A ball shown in the figure is allowed to swing in a vertical plane like a simple pendulum. Answer the following :

(a) Is the angular momentum of the ball conserved?

No, the angular momentum ##L = mvl##, where m is the mass of the ball and v is its speed at an instant. Note, this is an example of (non-uniform) circular motion whereby vector v ##\perp## radius vector r at all instants. Clearly, v changes, reaching its maximum value when ##\theta = 0## and hence the angular momentum L also changes, becoming maximum at the mean position.

(b) Calculate the direction of L at some time. Does it change?
No. The motion takes place in a plane. From the definition of L = r ##\times## p, using either the right hand cork screw rule or taking the convenient mean position of the pendulum to evaluate (r ##\rightarrow - \hat y##, p ##\rightarrow \hat x##, ##-\hat y \times \hat x = \hat z##), we find that the direction of L is along the +z axis, out of the page.

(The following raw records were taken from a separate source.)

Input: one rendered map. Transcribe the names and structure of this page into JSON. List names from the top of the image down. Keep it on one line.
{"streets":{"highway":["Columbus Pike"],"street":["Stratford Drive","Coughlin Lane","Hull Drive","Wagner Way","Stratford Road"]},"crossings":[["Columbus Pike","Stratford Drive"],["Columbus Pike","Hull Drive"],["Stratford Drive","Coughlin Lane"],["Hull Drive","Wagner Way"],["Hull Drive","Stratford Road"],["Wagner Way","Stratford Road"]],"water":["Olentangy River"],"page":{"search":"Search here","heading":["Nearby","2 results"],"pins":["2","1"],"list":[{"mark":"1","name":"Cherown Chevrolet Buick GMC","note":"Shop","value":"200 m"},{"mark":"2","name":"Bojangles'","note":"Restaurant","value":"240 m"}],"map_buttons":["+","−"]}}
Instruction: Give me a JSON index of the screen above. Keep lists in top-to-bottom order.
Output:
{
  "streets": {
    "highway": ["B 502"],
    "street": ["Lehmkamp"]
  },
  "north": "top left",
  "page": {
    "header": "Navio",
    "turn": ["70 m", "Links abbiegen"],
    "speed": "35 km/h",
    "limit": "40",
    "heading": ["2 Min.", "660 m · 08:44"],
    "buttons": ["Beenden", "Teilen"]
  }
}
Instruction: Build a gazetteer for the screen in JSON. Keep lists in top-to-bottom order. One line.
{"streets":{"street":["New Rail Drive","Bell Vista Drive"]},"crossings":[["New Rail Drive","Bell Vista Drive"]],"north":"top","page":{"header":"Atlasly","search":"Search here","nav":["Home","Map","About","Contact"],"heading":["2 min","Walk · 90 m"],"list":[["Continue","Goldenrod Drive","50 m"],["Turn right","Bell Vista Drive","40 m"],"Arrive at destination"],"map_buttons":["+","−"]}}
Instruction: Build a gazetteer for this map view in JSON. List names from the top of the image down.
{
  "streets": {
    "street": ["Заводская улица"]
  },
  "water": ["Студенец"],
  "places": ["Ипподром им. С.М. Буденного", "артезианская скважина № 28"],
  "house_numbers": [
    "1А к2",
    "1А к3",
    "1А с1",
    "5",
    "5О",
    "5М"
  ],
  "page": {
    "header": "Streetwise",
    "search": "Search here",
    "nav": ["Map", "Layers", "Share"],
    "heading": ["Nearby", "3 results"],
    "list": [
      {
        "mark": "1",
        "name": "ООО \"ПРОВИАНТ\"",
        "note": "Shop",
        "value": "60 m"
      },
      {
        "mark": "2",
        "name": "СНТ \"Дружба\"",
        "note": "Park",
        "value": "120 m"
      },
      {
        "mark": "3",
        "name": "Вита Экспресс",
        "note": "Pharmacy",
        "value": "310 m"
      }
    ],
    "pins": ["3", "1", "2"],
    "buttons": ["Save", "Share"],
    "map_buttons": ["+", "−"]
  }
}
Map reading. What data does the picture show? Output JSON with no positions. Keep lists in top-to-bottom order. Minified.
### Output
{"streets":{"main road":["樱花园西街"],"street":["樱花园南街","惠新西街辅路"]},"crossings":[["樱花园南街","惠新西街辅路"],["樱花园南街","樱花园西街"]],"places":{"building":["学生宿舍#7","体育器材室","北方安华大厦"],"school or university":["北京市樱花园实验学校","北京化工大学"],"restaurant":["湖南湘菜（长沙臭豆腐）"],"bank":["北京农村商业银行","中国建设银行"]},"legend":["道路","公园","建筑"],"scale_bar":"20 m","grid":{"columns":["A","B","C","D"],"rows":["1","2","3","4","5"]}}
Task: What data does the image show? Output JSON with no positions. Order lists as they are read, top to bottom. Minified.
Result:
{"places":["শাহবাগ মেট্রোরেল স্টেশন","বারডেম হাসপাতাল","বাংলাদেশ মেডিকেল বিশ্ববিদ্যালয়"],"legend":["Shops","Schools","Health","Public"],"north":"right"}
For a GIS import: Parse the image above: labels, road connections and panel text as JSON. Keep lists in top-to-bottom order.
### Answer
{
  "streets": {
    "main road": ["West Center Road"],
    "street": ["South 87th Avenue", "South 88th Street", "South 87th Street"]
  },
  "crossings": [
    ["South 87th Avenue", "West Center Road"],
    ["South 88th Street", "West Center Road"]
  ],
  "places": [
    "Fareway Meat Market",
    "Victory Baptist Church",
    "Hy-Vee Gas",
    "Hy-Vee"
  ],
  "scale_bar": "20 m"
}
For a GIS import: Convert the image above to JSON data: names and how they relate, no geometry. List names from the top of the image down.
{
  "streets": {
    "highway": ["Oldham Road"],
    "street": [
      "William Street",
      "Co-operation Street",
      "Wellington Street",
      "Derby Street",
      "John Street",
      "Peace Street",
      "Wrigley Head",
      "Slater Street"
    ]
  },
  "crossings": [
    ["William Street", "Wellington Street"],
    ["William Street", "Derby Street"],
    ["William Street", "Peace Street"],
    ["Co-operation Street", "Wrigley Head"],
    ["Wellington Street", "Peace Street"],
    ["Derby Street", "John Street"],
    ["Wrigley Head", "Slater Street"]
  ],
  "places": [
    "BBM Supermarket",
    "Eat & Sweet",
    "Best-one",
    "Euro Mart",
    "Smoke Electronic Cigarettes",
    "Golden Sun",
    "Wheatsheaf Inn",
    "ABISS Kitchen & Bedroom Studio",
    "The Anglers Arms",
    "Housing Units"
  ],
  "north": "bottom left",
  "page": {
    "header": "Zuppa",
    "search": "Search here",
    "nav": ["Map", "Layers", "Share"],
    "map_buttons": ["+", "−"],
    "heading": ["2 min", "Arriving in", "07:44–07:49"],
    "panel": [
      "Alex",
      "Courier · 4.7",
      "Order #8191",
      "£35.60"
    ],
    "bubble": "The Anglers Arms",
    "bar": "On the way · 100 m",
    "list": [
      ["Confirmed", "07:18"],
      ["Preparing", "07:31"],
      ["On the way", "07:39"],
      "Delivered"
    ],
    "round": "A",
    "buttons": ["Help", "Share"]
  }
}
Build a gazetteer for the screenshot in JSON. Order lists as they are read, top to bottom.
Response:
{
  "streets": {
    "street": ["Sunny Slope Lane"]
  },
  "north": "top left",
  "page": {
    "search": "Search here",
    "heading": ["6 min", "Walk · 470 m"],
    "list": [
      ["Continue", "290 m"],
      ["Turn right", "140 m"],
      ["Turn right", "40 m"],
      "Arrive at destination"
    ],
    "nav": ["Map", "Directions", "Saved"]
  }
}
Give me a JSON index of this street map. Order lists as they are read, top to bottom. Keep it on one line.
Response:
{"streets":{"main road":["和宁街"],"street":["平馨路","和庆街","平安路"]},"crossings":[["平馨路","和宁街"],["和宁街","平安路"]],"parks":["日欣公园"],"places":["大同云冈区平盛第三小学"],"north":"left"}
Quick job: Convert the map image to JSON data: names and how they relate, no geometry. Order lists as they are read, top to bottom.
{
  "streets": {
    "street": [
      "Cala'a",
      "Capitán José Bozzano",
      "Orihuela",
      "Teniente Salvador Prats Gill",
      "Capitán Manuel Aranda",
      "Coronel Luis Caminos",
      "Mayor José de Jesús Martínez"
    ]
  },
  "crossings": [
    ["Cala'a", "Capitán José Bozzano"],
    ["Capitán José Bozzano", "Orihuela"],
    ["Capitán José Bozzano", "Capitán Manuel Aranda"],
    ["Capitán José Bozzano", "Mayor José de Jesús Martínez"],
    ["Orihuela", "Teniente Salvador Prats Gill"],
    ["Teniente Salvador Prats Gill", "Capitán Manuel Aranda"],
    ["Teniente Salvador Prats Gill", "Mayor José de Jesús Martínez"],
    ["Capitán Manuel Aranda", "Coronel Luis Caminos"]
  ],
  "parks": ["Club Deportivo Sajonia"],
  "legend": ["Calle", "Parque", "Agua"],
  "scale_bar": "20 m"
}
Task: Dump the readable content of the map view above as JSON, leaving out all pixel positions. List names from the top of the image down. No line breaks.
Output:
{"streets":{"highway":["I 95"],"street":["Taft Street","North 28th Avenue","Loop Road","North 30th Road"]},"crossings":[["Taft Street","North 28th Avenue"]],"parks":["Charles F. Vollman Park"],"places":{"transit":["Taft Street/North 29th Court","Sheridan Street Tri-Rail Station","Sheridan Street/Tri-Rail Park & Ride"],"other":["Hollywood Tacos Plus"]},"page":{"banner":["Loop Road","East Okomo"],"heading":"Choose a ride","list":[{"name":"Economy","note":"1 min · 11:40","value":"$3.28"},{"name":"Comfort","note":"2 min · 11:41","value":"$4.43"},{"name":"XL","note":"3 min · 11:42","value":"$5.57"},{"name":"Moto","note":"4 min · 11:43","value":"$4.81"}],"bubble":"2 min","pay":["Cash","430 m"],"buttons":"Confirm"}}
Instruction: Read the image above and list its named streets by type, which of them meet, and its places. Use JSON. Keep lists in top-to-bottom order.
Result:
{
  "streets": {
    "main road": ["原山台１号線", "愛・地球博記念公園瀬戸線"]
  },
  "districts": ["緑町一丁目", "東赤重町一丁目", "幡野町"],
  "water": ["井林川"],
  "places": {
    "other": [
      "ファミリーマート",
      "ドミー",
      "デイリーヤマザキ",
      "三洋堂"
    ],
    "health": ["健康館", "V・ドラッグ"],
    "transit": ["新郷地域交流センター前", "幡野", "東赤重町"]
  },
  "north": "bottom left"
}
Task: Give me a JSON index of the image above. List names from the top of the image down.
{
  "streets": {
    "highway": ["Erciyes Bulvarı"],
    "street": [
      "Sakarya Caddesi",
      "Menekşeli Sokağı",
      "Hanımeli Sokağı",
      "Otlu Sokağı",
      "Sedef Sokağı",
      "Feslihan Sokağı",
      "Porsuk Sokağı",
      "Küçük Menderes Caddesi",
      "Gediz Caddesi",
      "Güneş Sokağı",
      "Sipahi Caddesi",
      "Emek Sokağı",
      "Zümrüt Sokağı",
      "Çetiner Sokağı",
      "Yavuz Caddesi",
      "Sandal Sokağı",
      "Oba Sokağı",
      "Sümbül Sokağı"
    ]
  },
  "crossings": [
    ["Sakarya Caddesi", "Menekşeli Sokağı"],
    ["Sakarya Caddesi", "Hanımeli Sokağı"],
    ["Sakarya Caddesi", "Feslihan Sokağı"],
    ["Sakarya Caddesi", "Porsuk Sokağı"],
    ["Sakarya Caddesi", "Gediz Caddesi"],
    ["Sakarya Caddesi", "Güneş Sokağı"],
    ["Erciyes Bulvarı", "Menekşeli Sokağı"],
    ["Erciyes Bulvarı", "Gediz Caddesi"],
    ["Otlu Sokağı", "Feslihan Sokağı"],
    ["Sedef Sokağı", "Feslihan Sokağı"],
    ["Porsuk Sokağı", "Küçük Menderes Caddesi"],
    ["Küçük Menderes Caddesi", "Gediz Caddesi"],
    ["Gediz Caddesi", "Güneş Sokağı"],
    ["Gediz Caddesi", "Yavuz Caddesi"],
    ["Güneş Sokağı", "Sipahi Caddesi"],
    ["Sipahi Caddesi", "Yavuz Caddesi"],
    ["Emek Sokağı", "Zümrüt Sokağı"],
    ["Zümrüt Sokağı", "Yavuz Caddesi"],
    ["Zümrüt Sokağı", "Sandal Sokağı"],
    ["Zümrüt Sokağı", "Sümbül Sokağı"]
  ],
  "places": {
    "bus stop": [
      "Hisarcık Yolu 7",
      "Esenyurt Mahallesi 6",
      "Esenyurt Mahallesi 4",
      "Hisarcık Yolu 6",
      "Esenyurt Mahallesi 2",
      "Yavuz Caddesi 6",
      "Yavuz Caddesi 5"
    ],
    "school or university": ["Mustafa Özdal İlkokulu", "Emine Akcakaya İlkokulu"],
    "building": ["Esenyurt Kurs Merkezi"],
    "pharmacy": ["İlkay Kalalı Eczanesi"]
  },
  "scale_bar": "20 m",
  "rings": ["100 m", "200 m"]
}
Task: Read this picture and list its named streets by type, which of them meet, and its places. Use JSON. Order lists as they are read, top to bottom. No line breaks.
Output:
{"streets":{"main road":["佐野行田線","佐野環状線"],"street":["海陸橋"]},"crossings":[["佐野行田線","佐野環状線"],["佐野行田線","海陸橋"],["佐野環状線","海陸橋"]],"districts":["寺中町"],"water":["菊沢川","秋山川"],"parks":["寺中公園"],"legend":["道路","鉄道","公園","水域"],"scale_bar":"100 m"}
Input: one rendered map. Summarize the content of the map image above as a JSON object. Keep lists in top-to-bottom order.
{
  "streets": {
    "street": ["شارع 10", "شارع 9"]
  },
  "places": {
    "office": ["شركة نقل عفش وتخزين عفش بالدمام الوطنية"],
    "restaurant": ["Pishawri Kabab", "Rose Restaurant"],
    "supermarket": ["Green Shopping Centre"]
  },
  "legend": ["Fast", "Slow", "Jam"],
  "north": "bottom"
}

(c) What force acting on the pendulum gives a zero torque about an axis perpendicular to the motion plane and through the point of support?

Tension T. By the definition of torque, ##\tau = r \times F \Rightarrow \tau = l \hat l \times -T \hat l = 0##, where ##\hat l## is the unit vector along the rope out from the point of support.(d) Calculate the torque due to the weight of the ball about this axis at an angle ##\theta##.

From definition, ##\tau = r \times F##. At the angle ##\theta##, the only contributing force to the torque is the "vertical" component of weight, ##mg \sin \theta## (The tension and the "horizontal" component of weight ##mg \cos \theta## both lie along the rope). Hence the magnitude of torque ##\mathbb{\tau = mg \sin \theta l}##. (e) Calculate the magnitude of the rate of change of angular momentum of the pendulum bob at ##\theta##.

If ##L = mvl## [see (a)], then ##\frac {dL} {dt} = m \frac {dv} {dt} l = m g \sin \theta l = mgl \sin \theta##, as the rate of change of v, ##\frac {dv}{dt} = g \sin \theta##, in a direction perpendicular to the rope and along the motion of the bob.

Thank you for you interest.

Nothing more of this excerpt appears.